Given: 11-pound mixture of peanuts, almonds, and raisins
Cost:
peanuts - 1.5 per pound
almonds - 3 per pound
raisins - 1.5 per pound
mixture:
twice as many peanuts as almond; total cost of mixture is 21.
a + p + r = 11 lbs
a + 2a + r = 11 lbs
3a + r = 11
r = 11 - 3a
1.5(2a) + 3a + 1.5r = 21
3a + 3a + 1.5r = 21
6a + 1.5r = 21
6a + 1.5(11-3a) = 21
6a + 16.5 - 4.5a = 21
6a - 4.5a = 21 - 16.5
1.5a = 4.5
1.5a/1.5 = 4.5/1.5
a = 3
almonds = 3 lbs
peanuts = 2a = 2(3) = 6lbs
raisins = 11 - 3a = 11 - 3(3) = 11 - 9 = 2 lbs
My answer is: C. 6 lbs peanuts, 3 lbs almonds, 2 lbs raisins
1.)(-5,-1,0)
2.)(-8,-7,5)
3.)(6lbs peanuts,3lbs almonds,2lbs raisins)
anonymous is correct!
what's the answer to the rest of the quiz???
#1 is -5,-1,0
You can easily check this yourself.
First
3 + 6 + 2 = 11 sure enough
twice as many peanuts as almonds, yes
total cost = 1.5*6 + 3*3 + 1.5*2
= 9 + 9 + 3 = 21 so yes, done
Well, with 6 pounds of peanuts, that's a lot of peanut butter. You could open up your own sandwich shop! And 3 pounds of almonds, that's enough to keep the squirrels happy. As for the 2 pounds of raisins, well, that's just enough to add a little sweetness to your trail mix. Nice job on cracking the nut of this problem!
To solve this problem, we need to use a system of equations. Let's first define the variables:
a = pounds of almonds
p = pounds of peanuts
r = pounds of raisins
From the given information, we know that there are 11 pounds in total, so we have the equation:
a + p + r = 11
We also know that there are twice as many peanuts as almonds, so we have the equation:
p = 2a
Now we can substitute the second equation into the first equation to get:
a + (2a) + r = 11
3a + r = 11
r = 11 - 3a
Now let's consider the cost of the mixture. We know that peanuts cost $1.5 per pound, almonds cost $3 per pound, and raisins cost $1.5 per pound.
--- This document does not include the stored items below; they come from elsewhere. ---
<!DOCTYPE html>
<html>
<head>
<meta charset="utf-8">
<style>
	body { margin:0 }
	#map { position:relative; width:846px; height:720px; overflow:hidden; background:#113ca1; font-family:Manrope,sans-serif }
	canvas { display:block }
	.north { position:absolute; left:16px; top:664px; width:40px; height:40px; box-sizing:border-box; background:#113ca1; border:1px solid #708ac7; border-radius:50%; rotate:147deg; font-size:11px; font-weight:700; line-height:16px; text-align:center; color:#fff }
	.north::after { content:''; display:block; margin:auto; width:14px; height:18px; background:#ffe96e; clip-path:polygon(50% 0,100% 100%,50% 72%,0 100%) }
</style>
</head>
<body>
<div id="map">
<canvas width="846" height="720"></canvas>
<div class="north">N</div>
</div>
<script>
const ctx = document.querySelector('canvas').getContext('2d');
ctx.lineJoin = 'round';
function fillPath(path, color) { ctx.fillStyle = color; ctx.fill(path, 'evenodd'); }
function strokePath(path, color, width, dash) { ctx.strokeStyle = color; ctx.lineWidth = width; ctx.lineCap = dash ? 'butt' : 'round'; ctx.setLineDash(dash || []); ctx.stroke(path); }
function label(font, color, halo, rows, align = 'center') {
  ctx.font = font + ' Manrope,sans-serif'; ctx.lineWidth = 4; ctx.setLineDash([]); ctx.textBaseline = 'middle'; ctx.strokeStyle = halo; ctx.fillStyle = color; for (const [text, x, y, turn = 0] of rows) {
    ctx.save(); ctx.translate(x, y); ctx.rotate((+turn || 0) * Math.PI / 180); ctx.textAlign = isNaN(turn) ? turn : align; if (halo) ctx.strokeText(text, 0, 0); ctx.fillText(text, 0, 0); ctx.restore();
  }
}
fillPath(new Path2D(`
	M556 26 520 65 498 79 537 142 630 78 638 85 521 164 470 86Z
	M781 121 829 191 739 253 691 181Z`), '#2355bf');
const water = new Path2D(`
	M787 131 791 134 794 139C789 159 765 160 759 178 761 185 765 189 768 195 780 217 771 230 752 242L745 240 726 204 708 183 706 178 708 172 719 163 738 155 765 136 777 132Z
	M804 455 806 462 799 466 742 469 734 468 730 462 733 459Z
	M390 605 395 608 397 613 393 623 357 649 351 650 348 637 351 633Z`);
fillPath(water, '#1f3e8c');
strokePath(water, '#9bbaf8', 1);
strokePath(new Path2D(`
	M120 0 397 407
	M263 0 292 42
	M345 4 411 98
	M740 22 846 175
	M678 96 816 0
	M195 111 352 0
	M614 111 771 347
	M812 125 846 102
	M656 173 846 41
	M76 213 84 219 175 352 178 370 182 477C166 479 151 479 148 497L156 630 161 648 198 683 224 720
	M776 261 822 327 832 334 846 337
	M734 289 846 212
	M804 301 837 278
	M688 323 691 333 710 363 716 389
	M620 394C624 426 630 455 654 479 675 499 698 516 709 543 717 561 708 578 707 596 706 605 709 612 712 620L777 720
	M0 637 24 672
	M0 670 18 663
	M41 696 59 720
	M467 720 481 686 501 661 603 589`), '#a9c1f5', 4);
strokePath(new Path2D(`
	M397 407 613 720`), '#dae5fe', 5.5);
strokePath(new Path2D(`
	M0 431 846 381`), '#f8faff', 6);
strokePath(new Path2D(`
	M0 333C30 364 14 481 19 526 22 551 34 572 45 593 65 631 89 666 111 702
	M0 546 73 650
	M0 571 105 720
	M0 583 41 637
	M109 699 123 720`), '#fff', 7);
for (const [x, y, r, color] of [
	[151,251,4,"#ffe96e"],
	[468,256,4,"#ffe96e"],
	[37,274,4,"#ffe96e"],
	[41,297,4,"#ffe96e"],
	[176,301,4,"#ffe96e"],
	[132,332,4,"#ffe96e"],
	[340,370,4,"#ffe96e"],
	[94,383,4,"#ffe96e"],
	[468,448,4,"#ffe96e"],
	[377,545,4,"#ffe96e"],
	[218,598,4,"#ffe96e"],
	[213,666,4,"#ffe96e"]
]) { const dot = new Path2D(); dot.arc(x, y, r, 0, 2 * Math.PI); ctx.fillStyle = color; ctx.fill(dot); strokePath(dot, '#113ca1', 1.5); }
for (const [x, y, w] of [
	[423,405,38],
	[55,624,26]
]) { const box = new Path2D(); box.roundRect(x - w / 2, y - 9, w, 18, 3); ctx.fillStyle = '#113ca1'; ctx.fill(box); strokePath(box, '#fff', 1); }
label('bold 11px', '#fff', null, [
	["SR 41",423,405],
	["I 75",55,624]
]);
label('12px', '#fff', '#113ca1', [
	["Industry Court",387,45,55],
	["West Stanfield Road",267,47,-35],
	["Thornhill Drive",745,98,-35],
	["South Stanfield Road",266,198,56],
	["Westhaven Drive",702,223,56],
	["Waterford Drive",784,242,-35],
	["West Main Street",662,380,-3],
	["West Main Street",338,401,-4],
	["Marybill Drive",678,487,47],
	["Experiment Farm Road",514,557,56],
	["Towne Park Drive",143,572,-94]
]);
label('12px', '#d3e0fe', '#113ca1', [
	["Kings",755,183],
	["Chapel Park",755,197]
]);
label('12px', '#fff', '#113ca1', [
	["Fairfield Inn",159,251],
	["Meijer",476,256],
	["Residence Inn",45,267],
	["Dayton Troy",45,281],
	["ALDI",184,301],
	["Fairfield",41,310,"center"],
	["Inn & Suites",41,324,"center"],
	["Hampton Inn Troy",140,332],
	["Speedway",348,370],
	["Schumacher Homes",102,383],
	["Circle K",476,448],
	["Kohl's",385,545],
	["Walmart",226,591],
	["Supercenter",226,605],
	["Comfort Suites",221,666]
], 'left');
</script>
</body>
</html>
Therefore, the total cost can be calculated as follows:
1.5p + 3a + 1.5r = 21
Substituting the value of p from the second equation, we get:
1.5(2a) + 3a + 1.5r = 21
3a + 3a + 1.5r = 21
6a + 1.5r = 21
Substituting the value of r from the first set of equations, we get:
6a + 1.5(11-3a) = 21
6a + 16.5 - 4.5a = 21
6a - 4.5a = 21 - 16.5
1.5a = 4.5
a = 4.5/1.5
a = 3
Therefore, the solution is a = 3. Substituting this value back into the second equation, we get:
p = 2a = 2(3) = 6
Substituting the values of p and a back into the first equation, we get:
r = 11 - 3a = 11 - 3(3) = 11 - 9 = 2
Therefore, the answer is C. 6 lbs peanuts, 3 lbs almonds, 2 lbs raisins.